● WHAT THE TASK REQUIRES
The lines below starting at the line containing "For a GIS import: Convert" and ending at the line containing "Transcribe the names and structure of the page" are to be repeated exactly, with both ends kept and nothing else added.
—————
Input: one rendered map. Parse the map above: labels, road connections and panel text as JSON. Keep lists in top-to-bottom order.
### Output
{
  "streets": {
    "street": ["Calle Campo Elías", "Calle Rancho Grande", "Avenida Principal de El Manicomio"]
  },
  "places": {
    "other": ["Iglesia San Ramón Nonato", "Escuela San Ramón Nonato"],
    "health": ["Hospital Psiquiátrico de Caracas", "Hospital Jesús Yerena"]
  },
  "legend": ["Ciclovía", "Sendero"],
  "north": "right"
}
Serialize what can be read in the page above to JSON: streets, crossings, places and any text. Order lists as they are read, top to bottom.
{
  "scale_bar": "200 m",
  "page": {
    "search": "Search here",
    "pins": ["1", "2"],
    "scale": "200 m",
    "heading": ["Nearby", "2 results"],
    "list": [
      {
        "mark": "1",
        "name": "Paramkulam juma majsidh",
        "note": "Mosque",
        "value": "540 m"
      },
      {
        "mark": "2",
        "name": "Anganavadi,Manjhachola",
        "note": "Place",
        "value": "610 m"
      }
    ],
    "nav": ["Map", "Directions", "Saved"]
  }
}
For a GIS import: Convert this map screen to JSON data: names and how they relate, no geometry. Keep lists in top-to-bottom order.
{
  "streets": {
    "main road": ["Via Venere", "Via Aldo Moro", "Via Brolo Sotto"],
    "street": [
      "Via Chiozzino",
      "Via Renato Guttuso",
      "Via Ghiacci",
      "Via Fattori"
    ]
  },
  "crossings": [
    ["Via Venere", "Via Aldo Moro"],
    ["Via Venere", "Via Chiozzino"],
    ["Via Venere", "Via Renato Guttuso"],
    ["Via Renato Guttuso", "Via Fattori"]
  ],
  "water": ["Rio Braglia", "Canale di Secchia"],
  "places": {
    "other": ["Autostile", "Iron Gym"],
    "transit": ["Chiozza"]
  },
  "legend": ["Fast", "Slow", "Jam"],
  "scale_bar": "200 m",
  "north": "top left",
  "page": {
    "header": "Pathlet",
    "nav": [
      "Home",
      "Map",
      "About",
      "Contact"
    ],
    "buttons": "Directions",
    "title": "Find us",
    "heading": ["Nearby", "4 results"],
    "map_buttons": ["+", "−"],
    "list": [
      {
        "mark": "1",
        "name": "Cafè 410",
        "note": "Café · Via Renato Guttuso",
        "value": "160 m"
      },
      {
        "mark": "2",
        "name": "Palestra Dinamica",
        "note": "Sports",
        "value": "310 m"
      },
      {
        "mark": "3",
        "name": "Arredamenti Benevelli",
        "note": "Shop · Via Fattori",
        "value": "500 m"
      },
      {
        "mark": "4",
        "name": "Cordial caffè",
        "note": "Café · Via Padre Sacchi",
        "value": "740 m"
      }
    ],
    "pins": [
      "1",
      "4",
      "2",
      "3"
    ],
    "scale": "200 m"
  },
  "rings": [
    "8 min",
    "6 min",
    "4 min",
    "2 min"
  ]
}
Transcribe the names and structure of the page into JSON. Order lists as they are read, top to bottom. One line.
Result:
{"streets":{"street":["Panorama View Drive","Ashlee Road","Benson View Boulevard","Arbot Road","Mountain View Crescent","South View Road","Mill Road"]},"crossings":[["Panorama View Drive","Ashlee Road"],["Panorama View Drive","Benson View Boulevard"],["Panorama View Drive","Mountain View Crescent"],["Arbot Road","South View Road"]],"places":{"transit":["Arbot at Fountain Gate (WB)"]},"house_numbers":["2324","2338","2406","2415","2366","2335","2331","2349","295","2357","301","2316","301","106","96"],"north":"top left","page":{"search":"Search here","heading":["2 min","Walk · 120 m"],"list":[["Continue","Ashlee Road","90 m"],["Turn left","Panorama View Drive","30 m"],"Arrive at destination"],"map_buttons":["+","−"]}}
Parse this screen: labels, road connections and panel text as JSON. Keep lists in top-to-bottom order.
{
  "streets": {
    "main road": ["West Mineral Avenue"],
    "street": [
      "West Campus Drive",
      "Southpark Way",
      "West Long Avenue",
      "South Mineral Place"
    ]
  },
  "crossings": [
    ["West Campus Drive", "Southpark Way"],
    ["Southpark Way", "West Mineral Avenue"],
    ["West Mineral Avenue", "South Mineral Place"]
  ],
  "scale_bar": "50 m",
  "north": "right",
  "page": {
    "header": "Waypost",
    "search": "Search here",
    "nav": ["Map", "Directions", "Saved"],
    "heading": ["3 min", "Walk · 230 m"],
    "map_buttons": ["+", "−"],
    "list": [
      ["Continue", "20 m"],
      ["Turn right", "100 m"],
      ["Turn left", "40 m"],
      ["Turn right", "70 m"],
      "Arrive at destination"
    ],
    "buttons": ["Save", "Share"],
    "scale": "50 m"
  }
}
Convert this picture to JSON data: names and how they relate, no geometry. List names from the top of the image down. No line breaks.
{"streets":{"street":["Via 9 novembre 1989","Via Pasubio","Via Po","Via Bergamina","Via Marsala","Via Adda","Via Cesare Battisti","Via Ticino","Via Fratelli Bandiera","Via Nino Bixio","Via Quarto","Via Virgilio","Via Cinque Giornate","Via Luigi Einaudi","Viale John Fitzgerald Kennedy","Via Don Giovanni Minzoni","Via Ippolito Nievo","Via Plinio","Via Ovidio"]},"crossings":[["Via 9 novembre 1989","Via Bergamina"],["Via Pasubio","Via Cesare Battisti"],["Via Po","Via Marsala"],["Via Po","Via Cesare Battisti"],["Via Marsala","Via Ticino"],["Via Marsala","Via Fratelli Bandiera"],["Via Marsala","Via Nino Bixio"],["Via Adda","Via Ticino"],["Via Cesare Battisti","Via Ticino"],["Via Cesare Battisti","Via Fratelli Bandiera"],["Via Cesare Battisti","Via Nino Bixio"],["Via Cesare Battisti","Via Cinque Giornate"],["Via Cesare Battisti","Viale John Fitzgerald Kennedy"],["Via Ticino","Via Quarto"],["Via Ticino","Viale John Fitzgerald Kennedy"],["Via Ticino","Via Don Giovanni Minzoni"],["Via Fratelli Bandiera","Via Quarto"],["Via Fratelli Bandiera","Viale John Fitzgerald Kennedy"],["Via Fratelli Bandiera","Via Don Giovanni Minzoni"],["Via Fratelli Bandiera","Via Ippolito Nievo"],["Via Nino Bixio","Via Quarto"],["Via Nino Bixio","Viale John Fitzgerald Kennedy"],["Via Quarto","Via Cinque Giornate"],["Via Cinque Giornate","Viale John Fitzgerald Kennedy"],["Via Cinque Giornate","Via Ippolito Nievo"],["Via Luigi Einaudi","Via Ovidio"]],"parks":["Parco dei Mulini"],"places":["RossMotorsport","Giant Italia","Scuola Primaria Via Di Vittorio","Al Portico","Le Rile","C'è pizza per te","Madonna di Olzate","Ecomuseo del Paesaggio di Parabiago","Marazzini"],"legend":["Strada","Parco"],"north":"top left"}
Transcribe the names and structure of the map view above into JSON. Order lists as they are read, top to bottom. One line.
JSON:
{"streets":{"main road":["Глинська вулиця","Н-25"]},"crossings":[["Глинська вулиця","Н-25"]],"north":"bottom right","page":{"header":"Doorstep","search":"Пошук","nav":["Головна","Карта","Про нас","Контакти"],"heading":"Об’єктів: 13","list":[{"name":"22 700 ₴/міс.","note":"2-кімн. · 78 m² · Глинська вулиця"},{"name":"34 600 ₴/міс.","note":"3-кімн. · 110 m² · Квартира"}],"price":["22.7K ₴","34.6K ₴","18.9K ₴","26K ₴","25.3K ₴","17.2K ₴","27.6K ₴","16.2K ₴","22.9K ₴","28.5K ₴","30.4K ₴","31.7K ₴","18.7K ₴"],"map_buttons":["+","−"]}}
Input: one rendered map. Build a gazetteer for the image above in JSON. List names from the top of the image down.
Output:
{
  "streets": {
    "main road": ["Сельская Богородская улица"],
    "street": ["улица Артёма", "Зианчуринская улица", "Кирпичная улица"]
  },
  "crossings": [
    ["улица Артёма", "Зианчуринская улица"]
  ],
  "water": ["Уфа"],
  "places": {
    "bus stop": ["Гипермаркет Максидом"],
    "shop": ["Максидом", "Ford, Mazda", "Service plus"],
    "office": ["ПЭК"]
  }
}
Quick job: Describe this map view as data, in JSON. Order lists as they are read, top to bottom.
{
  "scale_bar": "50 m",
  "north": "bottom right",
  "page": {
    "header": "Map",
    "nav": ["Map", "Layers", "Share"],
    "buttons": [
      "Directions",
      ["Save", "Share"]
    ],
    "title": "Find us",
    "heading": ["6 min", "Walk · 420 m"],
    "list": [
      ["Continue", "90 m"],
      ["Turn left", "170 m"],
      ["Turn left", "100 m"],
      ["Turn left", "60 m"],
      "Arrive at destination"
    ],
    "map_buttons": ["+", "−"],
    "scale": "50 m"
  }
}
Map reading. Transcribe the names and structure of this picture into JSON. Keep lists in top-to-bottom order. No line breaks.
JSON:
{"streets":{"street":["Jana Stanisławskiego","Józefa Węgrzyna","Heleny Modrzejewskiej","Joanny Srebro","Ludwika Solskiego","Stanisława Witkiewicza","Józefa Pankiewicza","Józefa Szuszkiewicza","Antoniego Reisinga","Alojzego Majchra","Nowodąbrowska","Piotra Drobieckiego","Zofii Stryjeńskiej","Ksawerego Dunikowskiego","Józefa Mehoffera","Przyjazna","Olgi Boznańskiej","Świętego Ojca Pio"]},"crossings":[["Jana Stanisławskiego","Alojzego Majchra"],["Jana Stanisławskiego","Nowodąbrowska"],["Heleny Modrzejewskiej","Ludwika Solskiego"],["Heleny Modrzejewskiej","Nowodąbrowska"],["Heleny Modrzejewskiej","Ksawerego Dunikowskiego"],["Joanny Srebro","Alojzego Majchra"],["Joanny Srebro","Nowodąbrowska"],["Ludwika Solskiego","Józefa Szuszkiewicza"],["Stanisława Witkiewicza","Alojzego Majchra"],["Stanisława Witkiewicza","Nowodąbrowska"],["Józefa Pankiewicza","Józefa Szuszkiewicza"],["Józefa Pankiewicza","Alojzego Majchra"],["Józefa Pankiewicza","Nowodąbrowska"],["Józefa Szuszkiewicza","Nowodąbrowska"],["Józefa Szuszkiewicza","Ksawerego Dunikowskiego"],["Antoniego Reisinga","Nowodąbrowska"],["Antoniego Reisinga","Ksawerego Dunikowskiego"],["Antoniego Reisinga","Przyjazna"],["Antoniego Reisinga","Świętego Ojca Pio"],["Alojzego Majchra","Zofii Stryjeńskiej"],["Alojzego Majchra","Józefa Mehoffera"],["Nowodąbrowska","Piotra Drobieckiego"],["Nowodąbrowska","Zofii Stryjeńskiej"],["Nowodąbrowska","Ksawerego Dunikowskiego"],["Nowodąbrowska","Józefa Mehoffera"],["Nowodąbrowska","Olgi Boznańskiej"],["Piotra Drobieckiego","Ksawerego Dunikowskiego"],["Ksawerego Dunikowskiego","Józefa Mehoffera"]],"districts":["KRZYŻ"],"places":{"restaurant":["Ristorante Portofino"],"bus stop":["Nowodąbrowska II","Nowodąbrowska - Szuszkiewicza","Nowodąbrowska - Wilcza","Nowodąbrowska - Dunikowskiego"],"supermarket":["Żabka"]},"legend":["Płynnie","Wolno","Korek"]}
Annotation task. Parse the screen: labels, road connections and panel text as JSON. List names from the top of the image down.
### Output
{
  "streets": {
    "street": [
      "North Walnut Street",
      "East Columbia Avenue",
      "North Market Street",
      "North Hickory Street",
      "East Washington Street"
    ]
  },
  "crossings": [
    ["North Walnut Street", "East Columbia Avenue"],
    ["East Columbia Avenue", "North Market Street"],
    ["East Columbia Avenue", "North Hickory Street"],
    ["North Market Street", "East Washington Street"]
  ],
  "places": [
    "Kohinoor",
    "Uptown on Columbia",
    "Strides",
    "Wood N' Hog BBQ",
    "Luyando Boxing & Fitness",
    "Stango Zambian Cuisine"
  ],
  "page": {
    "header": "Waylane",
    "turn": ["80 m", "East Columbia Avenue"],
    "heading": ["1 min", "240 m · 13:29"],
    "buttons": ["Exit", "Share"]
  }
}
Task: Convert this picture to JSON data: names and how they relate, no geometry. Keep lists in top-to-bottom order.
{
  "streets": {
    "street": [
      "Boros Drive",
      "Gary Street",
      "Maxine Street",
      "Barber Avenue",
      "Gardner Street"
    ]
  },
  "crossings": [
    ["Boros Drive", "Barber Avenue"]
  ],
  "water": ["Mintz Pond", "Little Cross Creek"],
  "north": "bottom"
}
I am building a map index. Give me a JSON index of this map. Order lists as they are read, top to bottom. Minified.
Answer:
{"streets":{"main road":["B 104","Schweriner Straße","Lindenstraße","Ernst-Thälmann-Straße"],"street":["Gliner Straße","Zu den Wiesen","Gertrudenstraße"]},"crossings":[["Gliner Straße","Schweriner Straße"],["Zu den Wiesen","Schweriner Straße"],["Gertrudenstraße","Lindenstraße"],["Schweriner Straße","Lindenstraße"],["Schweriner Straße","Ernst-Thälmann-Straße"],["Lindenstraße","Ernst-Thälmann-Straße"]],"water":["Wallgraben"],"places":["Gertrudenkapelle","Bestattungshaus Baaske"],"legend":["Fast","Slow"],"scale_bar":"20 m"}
—————
● RESULT FOR THIS EXERCISE
For a GIS import: Convert this map screen to JSON data: names and how they relate, no geometry. Keep lists in top-to-bottom order.
{
  "streets": {
    "main road": ["Via Venere", "Via Aldo Moro", "Via Brolo Sotto"],
    "street": [
      "Via Chiozzino",
      "Via Renato Guttuso",
      "Via Ghiacci",
      "Via Fattori"
    ]
  },
  "crossings": [
    ["Via Venere", "Via Aldo Moro"],
    ["Via Venere", "Via Chiozzino"],
    ["Via Venere", "Via Renato Guttuso"],
    ["Via Renato Guttuso", "Via Fattori"]
  ],
  "water": ["Rio Braglia", "Canale di Secchia"],
  "places": {
    "other": ["Autostile", "Iron Gym"],
    "transit": ["Chiozza"]
  },
  "legend": ["Fast", "Slow", "Jam"],
  "scale_bar": "200 m",
  "north": "top left",
  "page": {
    "header": "Pathlet",
    "nav": [
      "Home",
      "Map",
      "About",
      "Contact"
    ],
    "buttons": "Directions",
    "title": "Find us",
    "heading": ["Nearby", "4 results"],
    "map_buttons": ["+", "−"],
    "list": [
      {
        "mark": "1",
        "name": "Cafè 410",
        "note": "Café · Via Renato Guttuso",
        "value": "160 m"
      },
      {
        "mark": "2",
        "name": "Palestra Dinamica",
        "note": "Sports",
        "value": "310 m"
      },
      {
        "mark": "3",
        "name": "Arredamenti Benevelli",
        "note": "Shop · Via Fattori",
        "value": "500 m"
      },
      {
        "mark": "4",
        "name": "Cordial caffè",
        "note": "Café · Via Padre Sacchi",
        "value": "740 m"
      }
    ],
    "pins": [
      "1",
      "4",
      "2",
      "3"
    ],
    "scale": "200 m"
  },
  "rings": [
    "8 min",
    "6 min",
    "4 min",
    "2 min"
  ]
}
Transcribe the names and structure of the page into JSON. Order lists as they are read, top to bottom. One line.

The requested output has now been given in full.